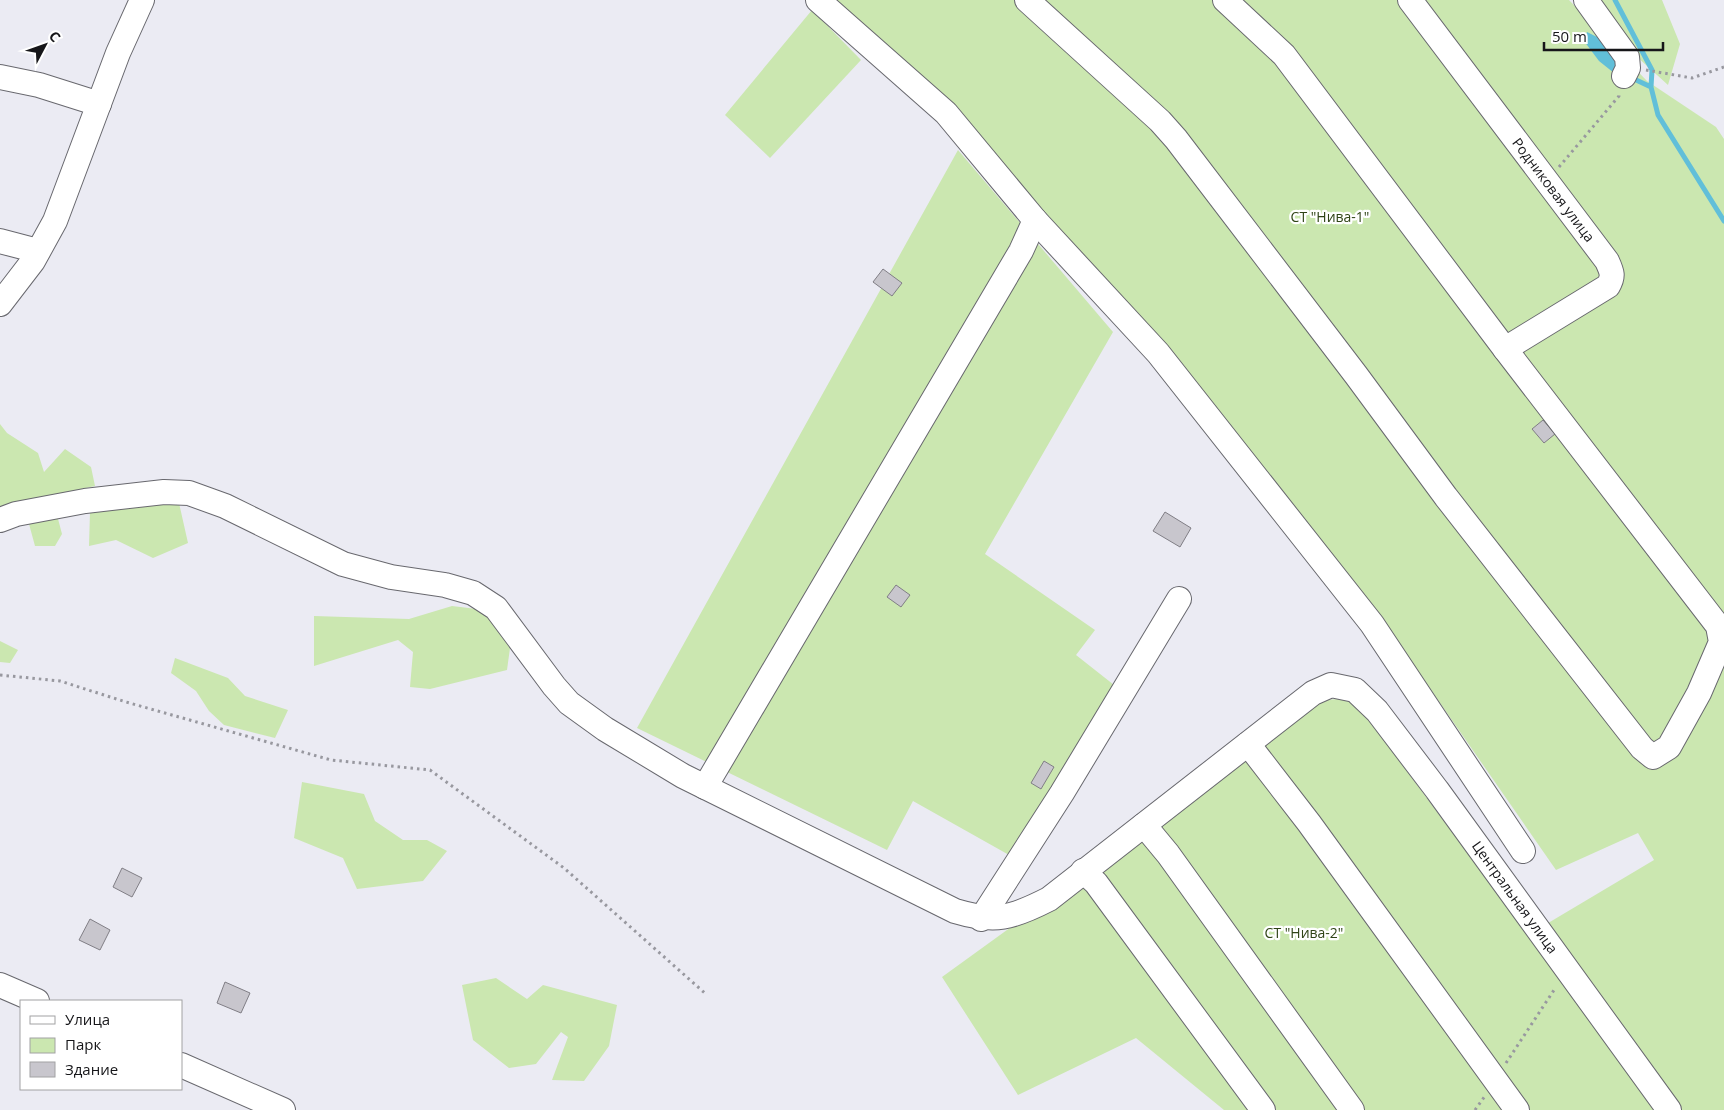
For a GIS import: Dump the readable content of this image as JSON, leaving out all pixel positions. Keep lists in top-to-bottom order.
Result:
{
  "streets": {
    "street": ["Родниковая улица", "Центральная улица"]
  },
  "parks": ["СТ \"Нива-1\"", "СТ \"Нива-2\""],
  "legend": ["Улица", "Парк", "Здание"],
  "scale_bar": "50 m",
  "north": "top right"
}
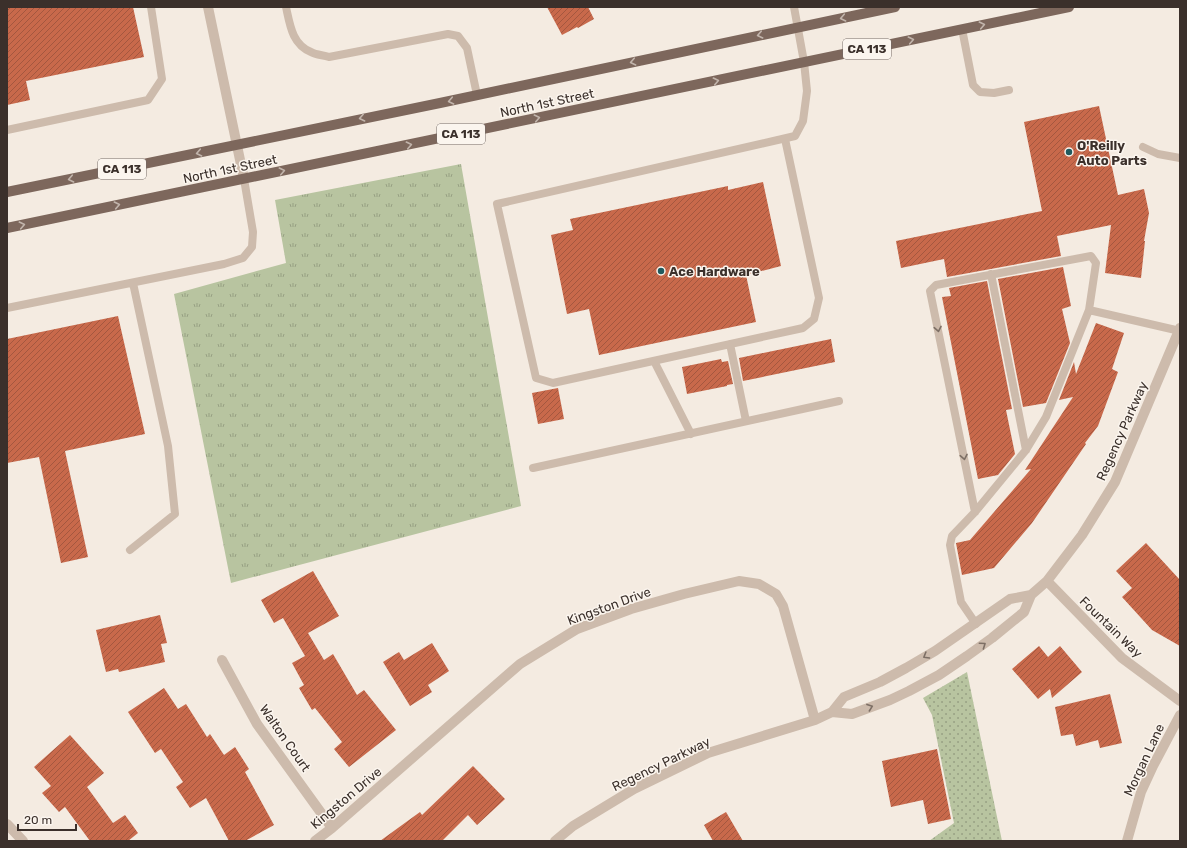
○ ○ ○ ○ ○ ○ ○
* Task:
Please print the data above in its entirety, exactly, but without any picture.

* Exercise output:
For a GIS import: Dump the readable content of this image as JSON, leaving out all pixel positions. Keep lists in top-to-bottom order.
Result:
{
  "streets": {
    "street": ["Родниковая улица", "Центральная улица"]
  },
  "parks": ["СТ \"Нива-1\"", "СТ \"Нива-2\""],
  "legend": ["Улица", "Парк", "Здание"],
  "scale_bar": "50 m",
  "north": "top right"
}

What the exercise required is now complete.